Abstract: This paper examines whether and how political corruption affects corporate carbon emissions. We find that firms in highly corrupt states emit significantly more carbon. The findings are robust to various empirical strategies that address endogeneity concerns, including instrumental variable analysis, propensity score matching, and a difference-in-differences test. The effect is more pronounced among firms operating in highly competitive industries and those with fewer financial constraints. Furthermore, the impact of corruption intensifies following the Paris Agreement, when environmental regulations tightened. Overall, these results suggest that political corruption contributes to higher corporate carbon emissions by shielding firms from regulatory scrutiny and enforcement.
Presented at: Bayes Finance Research Day (2023); YSBC Sustainable Finance Conference (2023); FMA European Conference (2024); ICFAB (2024); Workshop on Climate Finance at Oxford University (2025)
Abstract: We examine how legal protection of public speech affects corporate debt structure. Exploiting the staggered enactment of state-level anti-SLAPP statutes, we find that affected firms shift outstanding debt from bank loans toward public bonds. The shift concentrates among firms with more opaque information environments, stronger stakeholder voice, and stronger managerial concealment incentives, consistent with a transparency channel that narrows bondholders' informational disadvantage relative to banks. New public bonds also carry lower at-issue spreads. Overall, free speech protection emerges as a first-order determinant of corporate debt structure.

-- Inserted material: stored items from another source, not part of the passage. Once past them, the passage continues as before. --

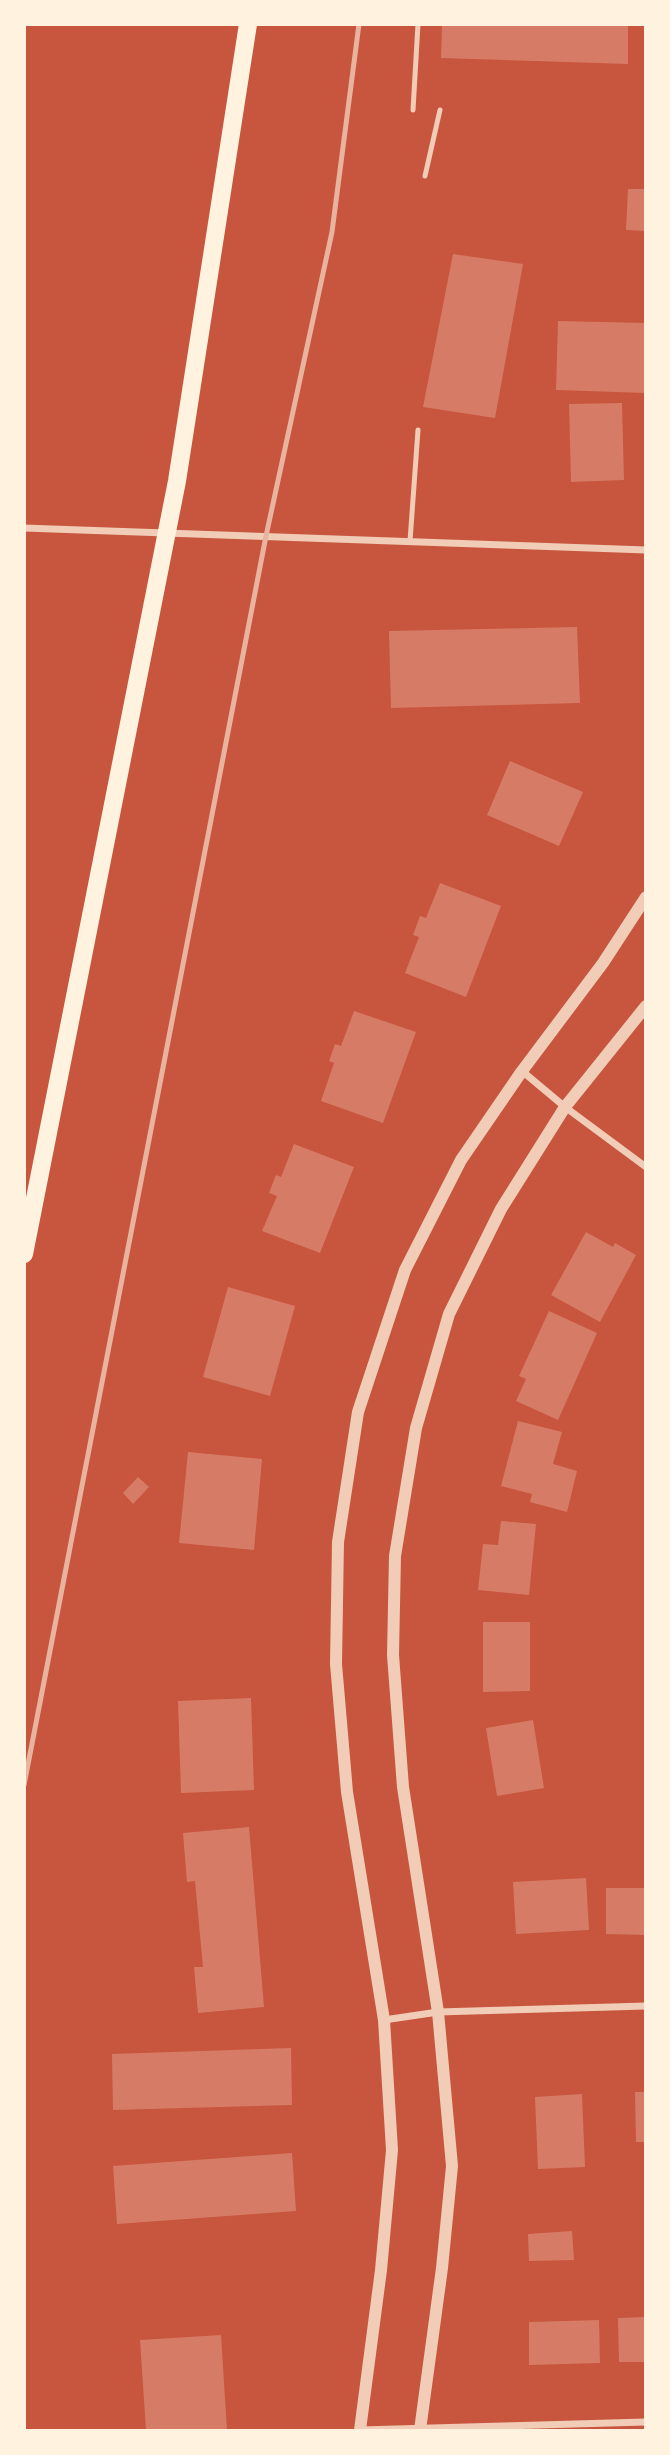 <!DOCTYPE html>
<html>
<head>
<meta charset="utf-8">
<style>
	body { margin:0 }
	#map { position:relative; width:670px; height:2455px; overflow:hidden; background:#c8553d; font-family:"Sofia Sans Condensed",sans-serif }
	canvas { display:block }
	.frame { position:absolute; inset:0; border:26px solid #fff3e0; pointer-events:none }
</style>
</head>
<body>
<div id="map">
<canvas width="670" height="2455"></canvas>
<div class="frame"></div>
</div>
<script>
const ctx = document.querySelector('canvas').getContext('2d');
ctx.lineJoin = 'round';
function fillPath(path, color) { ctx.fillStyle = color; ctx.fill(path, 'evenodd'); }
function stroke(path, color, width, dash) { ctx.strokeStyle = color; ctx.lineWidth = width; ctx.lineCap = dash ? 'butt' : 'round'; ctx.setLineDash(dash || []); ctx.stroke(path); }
fillPath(new Path2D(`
	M442,24H628V64L441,58Z
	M628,189H646V231L626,230Z
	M453,254L523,264L495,418L423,407Z
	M558,321L646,323V393L556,390Z
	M622,403L624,480L571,482L569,404Z
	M577,627L580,703L391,708L389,631Z
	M510,761L583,792L559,846L487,815Z
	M440,883L501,906L466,997L405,973L419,937L413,935L420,916L426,918Z
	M354,1011L416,1032L383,1123L321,1101L334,1063L329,1061L335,1044L341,1046Z
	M294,1144L354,1167L320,1253L262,1231L277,1196L269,1193L276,1175L281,1177Z
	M586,1232L613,1247L615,1243L636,1255L600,1322L551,1295Z
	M228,1287L295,1306L270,1396L203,1377Z
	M549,1311L597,1333L558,1420L516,1401L526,1379L519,1376Z
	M518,1421L562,1432L553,1464L577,1471L567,1512L530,1502L532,1494L501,1486Z
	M188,1452L262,1459L254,1550L179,1543Z
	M138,1477L149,1487L133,1504L123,1493Z
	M501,1521L536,1524L529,1595L478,1590L483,1544L498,1545Z
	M483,1622H530V1691L483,1692Z
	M251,1698L254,1790L181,1793L178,1701Z
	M533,1720L544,1788L497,1796L486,1728Z
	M249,1827L264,2007L198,2013L194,1967H203L195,1881L187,1882L183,1833Z
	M586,1878L589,1930L516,1934L513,1882Z
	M606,1888H646V1935L606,1934Z
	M291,2048L292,2105L113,2110L112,2054Z
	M635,2092H646V2142H636Z
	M582,2094L585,2167L538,2169L535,2097Z
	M292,2153L296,2211L117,2224L113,2166Z
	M572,2231L574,2260L529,2261L528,2234Z
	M646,2317V2362H619L618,2318Z
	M599,2320L600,2363L529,2365V2322Z
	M221,2335L227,2430H146L140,2340Z`), '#d67c66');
stroke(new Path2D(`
	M413,110L418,24
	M425,176L440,110
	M410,541L418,430`), '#f1ccb7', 5);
stroke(new Path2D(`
	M24,528L646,550
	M522,1071L565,1107L646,1167
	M384,2020L438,2012L646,2006
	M360,2430L646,2422`), '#f1ccb7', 7);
stroke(new Path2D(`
	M360,2430L381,2270L392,2150L384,2020L347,1792L336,1664L338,1542L358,1412L405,1270L461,1160L522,1071L603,963L646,897
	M420,2430L442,2268L452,2166L438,2012L403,1787L393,1655L395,1556L416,1428L449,1314L501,1209L565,1107L646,1006`), '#f1ccb7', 12);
stroke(new Path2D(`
	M24,1254L177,481L248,24`), '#fff3e0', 18);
stroke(new Path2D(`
	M24,1785L266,536L332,232L359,24`), '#e9b49f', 5);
</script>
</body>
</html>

Abstract: This paper investigates how data breach costs influence the design of CEO compensation contracts. Exploiting the staggered adoption of data breach notification (DBN) laws across U.S. states, we find that firms provide managers with greater risk-taking incentives following DBN adoption. The effect is more pronounced for firms with risk-averse CEOs, well-diversified shareholders, and greater outside investment opportunities, consistent with the view that boards strengthen CEO risk-taking incentives to counteract the managerial risk aversion triggered by heightened data breach costs.
Presented at: BAFA Annual Conference (2025); Bayes Finance Research Day (2025); EFMA (2025); Benelux Corporate Finance Day (2025)
Abstract: This paper examines how judicial efficiency in patent litigation affects the market for corporate control. Exploiting the U.S. Patent Pilot Program as a quasi-natural experiment, we find that firms in more efficient districts are less likely to be acquired, especially smaller and high-tech firms. Deal-level evidence supports a bargaining-power channel: targets obtain higher premiums and acquirers earn lower abnormal returns. Overall, judicial efficiency emerges as a key institutional factor strengthening the negotiating position of innovative firms.
Abstract: This paper examines whether pressure to improve environmental performance comes at the expense of consumer welfare by exploiting the implementation of U.S. state-level Climate Action Plans as a regulatory shock.